- **REQUIRED WORK**
All the data should be transcribed exactly, with every line kept.

+++

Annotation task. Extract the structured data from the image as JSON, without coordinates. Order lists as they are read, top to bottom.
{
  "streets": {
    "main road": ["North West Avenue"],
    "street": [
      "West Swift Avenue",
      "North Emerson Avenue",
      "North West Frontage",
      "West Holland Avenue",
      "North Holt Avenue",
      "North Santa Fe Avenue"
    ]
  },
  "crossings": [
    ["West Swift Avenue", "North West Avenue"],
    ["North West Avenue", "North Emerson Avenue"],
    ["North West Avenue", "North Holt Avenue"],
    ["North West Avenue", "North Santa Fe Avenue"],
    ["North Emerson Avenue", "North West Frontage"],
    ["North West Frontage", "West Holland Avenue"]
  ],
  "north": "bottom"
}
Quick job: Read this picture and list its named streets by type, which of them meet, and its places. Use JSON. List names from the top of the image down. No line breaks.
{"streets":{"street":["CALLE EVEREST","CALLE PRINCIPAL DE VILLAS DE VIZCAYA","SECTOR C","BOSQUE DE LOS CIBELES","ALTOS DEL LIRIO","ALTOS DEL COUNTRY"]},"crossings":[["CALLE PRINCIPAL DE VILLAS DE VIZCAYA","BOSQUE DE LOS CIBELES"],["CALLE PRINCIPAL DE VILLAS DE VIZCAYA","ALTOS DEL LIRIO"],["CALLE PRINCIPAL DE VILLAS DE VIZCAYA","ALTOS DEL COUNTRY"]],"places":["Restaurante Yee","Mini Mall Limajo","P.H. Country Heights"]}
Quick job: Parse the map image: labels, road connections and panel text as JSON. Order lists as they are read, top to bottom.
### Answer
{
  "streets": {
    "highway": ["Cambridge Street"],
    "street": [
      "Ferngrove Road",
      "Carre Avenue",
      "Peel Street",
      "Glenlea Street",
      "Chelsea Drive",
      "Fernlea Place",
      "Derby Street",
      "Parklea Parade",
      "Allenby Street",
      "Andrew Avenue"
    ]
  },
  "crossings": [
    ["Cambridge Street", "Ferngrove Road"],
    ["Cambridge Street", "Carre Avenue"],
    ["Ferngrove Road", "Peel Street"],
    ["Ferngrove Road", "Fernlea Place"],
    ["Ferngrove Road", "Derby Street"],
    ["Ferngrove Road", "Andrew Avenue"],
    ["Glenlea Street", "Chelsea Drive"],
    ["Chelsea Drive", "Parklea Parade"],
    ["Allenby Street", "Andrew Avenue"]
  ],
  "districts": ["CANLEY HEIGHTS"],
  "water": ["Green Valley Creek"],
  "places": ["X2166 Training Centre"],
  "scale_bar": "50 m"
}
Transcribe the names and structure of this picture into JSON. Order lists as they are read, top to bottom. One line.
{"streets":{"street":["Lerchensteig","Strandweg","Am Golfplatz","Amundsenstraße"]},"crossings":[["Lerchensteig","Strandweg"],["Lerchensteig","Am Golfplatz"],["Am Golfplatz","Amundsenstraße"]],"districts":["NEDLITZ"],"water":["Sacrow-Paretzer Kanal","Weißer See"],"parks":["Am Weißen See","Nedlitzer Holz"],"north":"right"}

+++

- **PROBLEM SOLUTION**
Annotation task. Extract the structured data from the image as JSON, without coordinates. Order lists as they are read, top to bottom.
{
  "streets": {
    "main road": ["North West Avenue"],
    "street": [
      "West Swift Avenue",
      "North Emerson Avenue",
      "North West Frontage",
      "West Holland Avenue",
      "North Holt Avenue",
      "North Santa Fe Avenue"
    ]
  },
  "crossings": [
    ["West Swift Avenue", "North West Avenue"],
    ["North West Avenue", "North Emerson Avenue"],
    ["North West Avenue", "North Holt Avenue"],
    ["North West Avenue", "North Santa Fe Avenue"],
    ["North Emerson Avenue", "North West Frontage"],
    ["North West Frontage", "West Holland Avenue"]
  ],
  "north": "bottom"
}
Quick job: Read this picture and list its named streets by type, which of them meet, and its places. Use JSON. List names from the top of the image down. No line breaks.
{"streets":{"street":["CALLE EVEREST","CALLE PRINCIPAL DE VILLAS DE VIZCAYA","SECTOR C","BOSQUE DE LOS CIBELES","ALTOS DEL LIRIO","ALTOS DEL COUNTRY"]},"crossings":[["CALLE PRINCIPAL DE VILLAS DE VIZCAYA","BOSQUE DE LOS CIBELES"],["CALLE PRINCIPAL DE VILLAS DE VIZCAYA","ALTOS DEL LIRIO"],["CALLE PRINCIPAL DE VILLAS DE VIZCAYA","ALTOS DEL COUNTRY"]],"places":["Restaurante Yee","Mini Mall Limajo","P.H. Country Heights"]}
Quick job: Parse the map image: labels, road connections and panel text as JSON. Order lists as they are read, top to bottom.
### Answer
{
  "streets": {
    "highway": ["Cambridge Street"],
    "street": [
      "Ferngrove Road",
      "Carre Avenue",
      "Peel Street",
      "Glenlea Street",
      "Chelsea Drive",
      "Fernlea Place",
      "Derby Street",
      "Parklea Parade",
      "Allenby Street",
      "Andrew Avenue"
    ]
  },
  "crossings": [
    ["Cambridge Street", "Ferngrove Road"],
    ["Cambridge Street", "Carre Avenue"],
    ["Ferngrove Road", "Peel Street"],
    ["Ferngrove Road", "Fernlea Place"],
    ["Ferngrove Road", "Derby Street"],
    ["Ferngrove Road", "Andrew Avenue"],
    ["Glenlea Street", "Chelsea Drive"],
    ["Chelsea Drive", "Parklea Parade"],
    ["Allenby Street", "Andrew Avenue"]
  ],
  "districts": ["CANLEY HEIGHTS"],
  "water": ["Green Valley Creek"],
  "places": ["X2166 Training Centre"],
  "scale_bar": "50 m"
}
Transcribe the names and structure of this picture into JSON. Order lists as they are read, top to bottom. One line.
{"streets":{"street":["Lerchensteig","Strandweg","Am Golfplatz","Amundsenstraße"]},"crossings":[["Lerchensteig","Strandweg"],["Lerchensteig","Am Golfplatz"],["Am Golfplatz","Amundsenstraße"]],"districts":["NEDLITZ"],"water":["Sacrow-Paretzer Kanal","Weißer See"],"parks":["Am Weißen See","Nedlitzer Holz"],"north":"right"}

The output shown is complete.